The Gold Standard: How the movies -- past and present -- changed our lives

In the L.A. Opera’s recent production of “Manon,” Netrebko updated the 18th-century French courtesan to a starstruck 1950s teenager trying to impersonate the likes of Audrey Hepburn, Gina Lollobrigida, Elizabeth Taylor and Marilyn Monroe. Despite having grown up in communist Russia, the diva, whom the New York Times recently called “the Julia Roberts of opera,” didn’t find the acting challenge a major stretch.

“When my mother was pregnant with me, she saw ‘Roman Holiday’ and named me Anna, which is the name of the princess played by Audrey Hepburn,” says Netrebko.

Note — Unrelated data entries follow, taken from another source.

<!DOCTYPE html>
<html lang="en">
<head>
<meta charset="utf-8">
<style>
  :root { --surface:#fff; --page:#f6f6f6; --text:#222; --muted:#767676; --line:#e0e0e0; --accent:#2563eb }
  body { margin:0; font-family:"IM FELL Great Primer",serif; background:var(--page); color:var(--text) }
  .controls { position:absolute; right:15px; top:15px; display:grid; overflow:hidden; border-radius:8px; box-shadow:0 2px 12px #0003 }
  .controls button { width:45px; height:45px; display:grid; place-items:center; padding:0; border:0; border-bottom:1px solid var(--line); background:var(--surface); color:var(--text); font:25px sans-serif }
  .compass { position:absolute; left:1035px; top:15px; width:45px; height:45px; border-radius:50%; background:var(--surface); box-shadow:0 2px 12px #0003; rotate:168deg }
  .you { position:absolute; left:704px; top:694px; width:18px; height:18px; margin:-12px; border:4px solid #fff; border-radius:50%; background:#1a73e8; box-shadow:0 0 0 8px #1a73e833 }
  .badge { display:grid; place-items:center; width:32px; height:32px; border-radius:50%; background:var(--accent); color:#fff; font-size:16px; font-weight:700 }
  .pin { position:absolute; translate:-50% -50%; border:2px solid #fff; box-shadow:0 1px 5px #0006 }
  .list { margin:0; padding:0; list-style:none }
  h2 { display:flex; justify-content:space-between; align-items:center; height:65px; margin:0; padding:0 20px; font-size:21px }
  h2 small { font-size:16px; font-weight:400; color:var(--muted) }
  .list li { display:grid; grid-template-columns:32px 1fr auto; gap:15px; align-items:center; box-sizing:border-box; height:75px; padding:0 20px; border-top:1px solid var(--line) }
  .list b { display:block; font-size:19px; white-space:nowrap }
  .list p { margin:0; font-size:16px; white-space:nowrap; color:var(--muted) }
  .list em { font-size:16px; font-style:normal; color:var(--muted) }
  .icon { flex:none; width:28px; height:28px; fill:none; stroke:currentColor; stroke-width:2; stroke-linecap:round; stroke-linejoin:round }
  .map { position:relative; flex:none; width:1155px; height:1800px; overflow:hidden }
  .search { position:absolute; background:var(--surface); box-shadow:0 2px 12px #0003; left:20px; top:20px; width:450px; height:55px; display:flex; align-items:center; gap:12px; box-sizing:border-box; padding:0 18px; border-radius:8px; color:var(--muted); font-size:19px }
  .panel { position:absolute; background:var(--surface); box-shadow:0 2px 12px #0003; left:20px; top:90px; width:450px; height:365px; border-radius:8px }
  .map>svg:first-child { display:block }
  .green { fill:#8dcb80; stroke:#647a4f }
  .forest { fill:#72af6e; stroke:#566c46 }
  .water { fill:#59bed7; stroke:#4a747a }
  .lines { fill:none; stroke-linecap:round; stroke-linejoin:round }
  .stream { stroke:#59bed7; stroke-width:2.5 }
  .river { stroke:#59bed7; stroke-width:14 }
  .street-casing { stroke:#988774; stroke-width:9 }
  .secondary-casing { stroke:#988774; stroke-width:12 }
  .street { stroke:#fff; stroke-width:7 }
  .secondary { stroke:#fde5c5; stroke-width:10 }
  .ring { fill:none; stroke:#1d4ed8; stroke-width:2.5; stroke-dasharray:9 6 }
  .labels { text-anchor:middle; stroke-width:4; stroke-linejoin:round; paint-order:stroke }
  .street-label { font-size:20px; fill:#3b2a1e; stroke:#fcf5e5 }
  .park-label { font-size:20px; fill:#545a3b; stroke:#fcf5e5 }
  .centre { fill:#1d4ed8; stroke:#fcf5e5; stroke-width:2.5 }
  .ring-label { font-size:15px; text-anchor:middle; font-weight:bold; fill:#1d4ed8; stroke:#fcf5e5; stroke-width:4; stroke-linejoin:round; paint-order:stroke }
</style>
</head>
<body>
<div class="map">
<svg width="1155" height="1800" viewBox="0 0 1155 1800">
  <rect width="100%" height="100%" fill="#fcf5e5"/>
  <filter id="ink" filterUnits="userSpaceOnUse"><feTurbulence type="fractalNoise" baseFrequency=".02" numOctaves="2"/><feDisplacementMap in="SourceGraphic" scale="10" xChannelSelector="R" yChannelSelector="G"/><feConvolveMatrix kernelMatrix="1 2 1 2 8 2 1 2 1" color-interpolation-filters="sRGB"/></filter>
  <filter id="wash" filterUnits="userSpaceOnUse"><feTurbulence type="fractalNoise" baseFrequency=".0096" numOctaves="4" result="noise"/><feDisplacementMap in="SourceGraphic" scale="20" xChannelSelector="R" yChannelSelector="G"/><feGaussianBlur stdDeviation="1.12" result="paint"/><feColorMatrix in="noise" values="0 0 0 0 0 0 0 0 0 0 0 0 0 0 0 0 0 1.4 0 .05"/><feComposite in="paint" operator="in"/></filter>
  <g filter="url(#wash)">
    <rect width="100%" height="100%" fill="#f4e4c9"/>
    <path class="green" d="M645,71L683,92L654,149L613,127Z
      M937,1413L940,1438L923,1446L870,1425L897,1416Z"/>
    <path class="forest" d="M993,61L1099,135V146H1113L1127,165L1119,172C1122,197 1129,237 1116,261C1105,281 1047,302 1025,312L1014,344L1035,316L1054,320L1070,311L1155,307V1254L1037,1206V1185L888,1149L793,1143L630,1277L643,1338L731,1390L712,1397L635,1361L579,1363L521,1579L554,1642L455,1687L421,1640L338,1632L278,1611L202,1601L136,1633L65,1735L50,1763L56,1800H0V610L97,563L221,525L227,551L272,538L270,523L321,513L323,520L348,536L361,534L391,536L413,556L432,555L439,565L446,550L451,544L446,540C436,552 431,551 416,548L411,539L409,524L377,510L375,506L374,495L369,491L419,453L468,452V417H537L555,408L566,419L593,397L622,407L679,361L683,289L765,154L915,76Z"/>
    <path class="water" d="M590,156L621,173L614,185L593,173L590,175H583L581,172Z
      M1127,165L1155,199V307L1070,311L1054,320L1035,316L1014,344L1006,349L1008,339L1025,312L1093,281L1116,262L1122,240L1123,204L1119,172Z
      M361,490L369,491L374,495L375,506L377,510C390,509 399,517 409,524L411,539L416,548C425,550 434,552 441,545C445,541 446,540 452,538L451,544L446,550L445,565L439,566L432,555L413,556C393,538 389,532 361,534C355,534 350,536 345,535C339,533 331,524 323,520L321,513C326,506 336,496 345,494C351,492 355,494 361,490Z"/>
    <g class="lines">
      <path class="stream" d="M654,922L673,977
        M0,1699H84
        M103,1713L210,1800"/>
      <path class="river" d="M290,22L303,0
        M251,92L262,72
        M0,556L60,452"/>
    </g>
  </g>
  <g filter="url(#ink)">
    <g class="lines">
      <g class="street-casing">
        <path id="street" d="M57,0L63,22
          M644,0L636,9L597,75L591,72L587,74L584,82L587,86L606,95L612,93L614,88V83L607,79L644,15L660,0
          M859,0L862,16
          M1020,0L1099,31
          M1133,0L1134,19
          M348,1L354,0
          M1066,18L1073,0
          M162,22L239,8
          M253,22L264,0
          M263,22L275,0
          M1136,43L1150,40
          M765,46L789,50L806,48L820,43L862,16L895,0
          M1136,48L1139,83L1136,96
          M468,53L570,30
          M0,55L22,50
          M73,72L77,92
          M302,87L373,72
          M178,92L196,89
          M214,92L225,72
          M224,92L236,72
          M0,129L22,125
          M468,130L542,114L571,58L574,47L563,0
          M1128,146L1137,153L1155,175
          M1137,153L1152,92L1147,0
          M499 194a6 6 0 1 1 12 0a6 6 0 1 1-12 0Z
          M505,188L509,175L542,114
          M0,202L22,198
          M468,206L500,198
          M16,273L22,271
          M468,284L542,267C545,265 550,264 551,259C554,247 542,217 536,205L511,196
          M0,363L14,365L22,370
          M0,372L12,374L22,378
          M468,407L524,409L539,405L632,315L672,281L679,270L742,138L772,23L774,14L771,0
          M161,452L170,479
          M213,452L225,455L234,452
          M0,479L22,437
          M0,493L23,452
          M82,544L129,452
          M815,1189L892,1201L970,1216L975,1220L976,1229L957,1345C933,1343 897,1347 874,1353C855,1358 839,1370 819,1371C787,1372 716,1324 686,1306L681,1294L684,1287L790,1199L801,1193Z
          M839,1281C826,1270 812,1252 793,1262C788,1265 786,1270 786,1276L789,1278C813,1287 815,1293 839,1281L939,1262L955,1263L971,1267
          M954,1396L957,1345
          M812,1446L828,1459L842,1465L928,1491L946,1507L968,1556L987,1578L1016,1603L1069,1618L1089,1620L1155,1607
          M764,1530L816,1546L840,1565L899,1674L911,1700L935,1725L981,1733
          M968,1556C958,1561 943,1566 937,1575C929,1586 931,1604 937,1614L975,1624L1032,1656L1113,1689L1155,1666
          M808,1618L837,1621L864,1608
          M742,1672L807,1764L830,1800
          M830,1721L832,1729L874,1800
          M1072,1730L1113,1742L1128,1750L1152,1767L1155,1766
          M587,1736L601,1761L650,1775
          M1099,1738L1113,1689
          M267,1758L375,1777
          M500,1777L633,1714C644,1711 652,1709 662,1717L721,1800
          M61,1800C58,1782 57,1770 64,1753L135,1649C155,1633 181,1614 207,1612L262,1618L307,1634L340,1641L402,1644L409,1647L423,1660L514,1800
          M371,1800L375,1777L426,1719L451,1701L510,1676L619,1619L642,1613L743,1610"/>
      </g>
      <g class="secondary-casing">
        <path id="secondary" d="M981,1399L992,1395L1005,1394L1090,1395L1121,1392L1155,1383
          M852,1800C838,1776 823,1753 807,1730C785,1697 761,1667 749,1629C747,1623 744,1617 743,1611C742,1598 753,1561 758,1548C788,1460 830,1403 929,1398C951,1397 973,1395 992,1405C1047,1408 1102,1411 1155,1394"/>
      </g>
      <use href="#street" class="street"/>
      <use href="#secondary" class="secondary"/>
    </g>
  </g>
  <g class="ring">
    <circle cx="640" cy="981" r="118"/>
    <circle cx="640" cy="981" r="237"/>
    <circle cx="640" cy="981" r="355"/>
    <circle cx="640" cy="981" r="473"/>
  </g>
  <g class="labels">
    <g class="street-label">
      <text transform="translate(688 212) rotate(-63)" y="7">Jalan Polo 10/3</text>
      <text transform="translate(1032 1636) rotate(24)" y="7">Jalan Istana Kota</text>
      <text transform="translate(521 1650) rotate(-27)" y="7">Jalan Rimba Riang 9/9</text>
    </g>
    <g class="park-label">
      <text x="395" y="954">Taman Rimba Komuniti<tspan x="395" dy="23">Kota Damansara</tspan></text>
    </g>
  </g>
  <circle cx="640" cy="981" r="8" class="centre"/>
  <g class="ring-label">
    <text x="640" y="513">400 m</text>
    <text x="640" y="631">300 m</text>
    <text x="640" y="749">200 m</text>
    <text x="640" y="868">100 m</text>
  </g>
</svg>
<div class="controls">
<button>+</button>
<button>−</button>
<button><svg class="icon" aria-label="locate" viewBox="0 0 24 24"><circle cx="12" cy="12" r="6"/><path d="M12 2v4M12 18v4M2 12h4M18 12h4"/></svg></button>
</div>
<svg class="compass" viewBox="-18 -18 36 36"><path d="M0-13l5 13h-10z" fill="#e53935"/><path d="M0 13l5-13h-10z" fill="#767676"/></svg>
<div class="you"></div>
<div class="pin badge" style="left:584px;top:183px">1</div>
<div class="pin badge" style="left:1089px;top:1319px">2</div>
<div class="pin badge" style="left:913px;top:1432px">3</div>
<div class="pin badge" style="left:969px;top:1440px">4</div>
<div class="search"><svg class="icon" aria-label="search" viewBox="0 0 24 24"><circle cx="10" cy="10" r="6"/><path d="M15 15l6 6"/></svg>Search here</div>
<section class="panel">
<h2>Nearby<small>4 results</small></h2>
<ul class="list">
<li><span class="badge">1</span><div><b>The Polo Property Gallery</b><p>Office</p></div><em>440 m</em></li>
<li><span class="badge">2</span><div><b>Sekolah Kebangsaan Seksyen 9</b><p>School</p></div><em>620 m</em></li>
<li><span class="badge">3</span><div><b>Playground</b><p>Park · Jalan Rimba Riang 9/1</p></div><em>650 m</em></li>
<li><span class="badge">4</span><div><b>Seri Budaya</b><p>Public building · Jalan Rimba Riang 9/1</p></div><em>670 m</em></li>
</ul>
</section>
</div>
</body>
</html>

Hepburn’s turn in a 1964 Oscar winner loomed even larger. “Of course, ‘My Fair Lady’ was the big one,” she recalls. “I saw it as a young girl and — this was before perestroika — the speaking lines were in Russian translation with subtitles for the songs. It’s easy to fall in love with those melodies and beautiful costumes. Russians love Hollywood musicals. They were a huge influence, but it was rare to see them. When they were on TV, the streets of Kasnodar would be empty,” she says of her hometown.

Netrebko has been awarded new opera productions throughout the world and just released a CD, “Russian Album.” On her nights away from the opera house, she takes in the occasional movie tuner.

” ‘The Phantom of the Opera’ has beautiful music, but it’s a never-ending story. I’d shorten it,” she says. More impressive is “Chicago,” which offers not one but two femme fatale roles.

“I don’t think I’m a Roxie,” says the soprano. “I think I’m more the other one, Velma.”